:: RECORDS TO USE

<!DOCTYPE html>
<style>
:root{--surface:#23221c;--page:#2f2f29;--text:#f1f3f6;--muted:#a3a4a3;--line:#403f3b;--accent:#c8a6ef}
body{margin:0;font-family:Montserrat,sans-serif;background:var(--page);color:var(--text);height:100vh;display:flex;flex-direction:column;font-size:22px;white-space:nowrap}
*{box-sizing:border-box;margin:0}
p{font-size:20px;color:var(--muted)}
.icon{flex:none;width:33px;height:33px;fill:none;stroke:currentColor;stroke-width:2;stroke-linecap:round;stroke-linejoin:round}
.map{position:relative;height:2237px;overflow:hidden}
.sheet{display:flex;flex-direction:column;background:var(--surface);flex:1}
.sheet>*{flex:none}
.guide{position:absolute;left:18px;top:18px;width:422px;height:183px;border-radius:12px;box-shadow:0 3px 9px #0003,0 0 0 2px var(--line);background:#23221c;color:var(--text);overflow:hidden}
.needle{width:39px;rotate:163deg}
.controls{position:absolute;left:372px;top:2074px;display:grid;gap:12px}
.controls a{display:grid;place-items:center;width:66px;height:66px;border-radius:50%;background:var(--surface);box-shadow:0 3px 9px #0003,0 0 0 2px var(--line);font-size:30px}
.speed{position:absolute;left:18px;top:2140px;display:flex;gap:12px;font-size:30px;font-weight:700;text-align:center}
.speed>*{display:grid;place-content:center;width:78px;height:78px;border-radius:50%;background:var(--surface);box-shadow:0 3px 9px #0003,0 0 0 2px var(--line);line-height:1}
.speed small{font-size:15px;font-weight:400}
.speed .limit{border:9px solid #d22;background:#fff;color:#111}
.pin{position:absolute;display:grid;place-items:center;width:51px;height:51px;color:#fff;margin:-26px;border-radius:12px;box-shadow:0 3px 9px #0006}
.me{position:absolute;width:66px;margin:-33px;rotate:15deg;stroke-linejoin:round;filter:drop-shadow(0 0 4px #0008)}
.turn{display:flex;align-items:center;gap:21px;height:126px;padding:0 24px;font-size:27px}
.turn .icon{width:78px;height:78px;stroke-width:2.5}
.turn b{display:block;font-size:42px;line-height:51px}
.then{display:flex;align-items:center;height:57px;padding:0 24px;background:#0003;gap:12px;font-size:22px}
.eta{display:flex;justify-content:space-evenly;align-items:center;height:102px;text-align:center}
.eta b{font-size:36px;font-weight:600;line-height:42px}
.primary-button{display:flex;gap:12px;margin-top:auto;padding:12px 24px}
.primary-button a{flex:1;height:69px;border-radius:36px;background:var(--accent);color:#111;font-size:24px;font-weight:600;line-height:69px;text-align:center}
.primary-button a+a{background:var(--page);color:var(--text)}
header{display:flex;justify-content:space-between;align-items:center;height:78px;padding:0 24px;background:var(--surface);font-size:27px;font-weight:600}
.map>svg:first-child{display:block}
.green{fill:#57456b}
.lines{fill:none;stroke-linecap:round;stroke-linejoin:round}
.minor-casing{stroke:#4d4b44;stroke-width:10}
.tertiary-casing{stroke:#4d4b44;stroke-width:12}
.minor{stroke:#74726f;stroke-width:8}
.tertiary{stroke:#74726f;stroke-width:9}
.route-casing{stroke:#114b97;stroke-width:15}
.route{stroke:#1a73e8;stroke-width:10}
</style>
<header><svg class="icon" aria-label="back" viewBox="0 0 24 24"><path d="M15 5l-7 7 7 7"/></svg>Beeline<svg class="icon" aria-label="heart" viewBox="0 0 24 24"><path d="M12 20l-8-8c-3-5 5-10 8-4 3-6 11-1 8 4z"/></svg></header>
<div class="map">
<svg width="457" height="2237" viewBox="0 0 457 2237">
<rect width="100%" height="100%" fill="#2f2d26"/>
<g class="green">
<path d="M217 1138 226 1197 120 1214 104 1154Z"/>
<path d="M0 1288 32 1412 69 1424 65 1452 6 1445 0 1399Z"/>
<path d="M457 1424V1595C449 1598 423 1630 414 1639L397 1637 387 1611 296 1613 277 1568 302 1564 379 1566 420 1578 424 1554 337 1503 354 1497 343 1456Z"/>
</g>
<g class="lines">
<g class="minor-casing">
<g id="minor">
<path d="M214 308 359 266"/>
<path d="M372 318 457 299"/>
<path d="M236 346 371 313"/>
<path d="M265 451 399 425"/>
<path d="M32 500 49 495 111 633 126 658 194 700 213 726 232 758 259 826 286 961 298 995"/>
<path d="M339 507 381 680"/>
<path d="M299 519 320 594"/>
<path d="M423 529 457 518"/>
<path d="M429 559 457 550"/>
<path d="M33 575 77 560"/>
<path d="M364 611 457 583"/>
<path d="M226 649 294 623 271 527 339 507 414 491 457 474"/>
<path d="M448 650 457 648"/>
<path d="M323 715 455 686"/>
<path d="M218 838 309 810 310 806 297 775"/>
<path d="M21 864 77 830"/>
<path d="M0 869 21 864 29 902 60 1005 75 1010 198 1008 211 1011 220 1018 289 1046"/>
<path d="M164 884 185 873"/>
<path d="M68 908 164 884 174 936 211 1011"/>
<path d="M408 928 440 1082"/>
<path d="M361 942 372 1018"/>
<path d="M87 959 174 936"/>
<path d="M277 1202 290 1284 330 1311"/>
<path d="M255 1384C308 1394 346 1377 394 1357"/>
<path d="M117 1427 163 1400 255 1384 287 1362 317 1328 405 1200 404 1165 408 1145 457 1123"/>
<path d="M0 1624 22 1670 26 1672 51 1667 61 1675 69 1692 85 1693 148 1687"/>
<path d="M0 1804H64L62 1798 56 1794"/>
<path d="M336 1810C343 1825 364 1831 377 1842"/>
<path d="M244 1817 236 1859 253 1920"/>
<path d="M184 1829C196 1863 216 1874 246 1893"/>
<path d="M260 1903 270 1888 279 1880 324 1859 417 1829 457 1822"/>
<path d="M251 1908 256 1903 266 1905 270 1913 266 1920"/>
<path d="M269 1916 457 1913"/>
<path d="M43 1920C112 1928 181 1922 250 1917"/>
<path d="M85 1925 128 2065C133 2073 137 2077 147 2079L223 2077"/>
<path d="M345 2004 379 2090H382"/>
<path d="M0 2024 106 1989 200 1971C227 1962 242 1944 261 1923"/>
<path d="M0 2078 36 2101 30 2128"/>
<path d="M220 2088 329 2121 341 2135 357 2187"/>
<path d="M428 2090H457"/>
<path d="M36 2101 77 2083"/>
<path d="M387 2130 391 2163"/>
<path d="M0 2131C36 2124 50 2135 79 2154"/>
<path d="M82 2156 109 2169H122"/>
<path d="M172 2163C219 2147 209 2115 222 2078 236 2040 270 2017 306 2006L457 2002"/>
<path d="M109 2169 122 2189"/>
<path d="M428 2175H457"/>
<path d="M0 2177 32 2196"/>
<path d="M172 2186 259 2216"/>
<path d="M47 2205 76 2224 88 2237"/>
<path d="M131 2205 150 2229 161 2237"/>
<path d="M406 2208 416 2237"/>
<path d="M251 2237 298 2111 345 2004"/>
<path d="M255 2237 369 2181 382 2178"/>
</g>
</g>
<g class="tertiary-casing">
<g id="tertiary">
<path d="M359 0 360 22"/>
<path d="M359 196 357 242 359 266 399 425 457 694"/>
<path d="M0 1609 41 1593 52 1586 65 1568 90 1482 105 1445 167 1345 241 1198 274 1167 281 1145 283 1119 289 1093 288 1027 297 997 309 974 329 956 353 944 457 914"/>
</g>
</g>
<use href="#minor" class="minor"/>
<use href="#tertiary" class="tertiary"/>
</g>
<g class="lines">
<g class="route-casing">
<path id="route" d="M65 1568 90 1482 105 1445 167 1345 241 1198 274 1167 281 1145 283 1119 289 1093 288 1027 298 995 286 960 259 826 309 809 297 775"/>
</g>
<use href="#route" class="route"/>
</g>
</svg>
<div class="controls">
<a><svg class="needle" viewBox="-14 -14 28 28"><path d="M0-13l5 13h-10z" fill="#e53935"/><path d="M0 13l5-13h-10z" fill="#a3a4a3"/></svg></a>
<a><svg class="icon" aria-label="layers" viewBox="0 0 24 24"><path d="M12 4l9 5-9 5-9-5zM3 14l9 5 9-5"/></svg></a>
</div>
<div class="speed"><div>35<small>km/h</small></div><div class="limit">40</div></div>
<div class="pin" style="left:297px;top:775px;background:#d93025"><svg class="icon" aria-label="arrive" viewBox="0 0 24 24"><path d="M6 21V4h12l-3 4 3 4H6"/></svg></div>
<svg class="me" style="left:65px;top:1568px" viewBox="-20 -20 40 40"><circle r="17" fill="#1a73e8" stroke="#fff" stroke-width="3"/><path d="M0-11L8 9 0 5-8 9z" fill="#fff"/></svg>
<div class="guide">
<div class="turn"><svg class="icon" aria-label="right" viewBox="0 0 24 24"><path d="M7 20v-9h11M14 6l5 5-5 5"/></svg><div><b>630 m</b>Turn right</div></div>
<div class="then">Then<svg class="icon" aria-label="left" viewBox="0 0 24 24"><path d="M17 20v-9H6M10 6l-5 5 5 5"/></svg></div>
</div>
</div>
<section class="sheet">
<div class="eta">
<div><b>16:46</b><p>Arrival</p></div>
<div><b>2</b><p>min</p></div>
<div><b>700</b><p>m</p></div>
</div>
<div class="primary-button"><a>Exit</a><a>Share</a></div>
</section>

::::

• WHAT YOU HAVE TO DO: Please make an exact copy of the lines from the one holding "21V4h12l-3 4 3" through the final line of the records above, nothing more.

• RESPONSE:
<div class="pin" style="left:297px;top:775px;background:#d93025"><svg class="icon" aria-label="arrive" viewBox="0 0 24 24"><path d="M6 21V4h12l-3 4 3 4H6"/></svg></div>
<svg class="me" style="left:65px;top:1568px" viewBox="-20 -20 40 40"><circle r="17" fill="#1a73e8" stroke="#fff" stroke-width="3"/><path d="M0-11L8 9 0 5-8 9z" fill="#fff"/></svg>
<div class="guide">
<div class="turn"><svg class="icon" aria-label="right" viewBox="0 0 24 24"><path d="M7 20v-9h11M14 6l5 5-5 5"/></svg><div><b>630 m</b>Turn right</div></div>
<div class="then">Then<svg class="icon" aria-label="left" viewBox="0 0 24 24"><path d="M17 20v-9H6M10 6l-5 5 5 5"/></svg></div>
</div>
</div>
<section class="sheet">
<div class="eta">
<div><b>16:46</b><p>Arrival</p></div>
<div><b>2</b><p>min</p></div>
<div><b>700</b><p>m</p></div>
</div>
<div class="primary-button"><a>Exit</a><a>Share</a></div>
</section>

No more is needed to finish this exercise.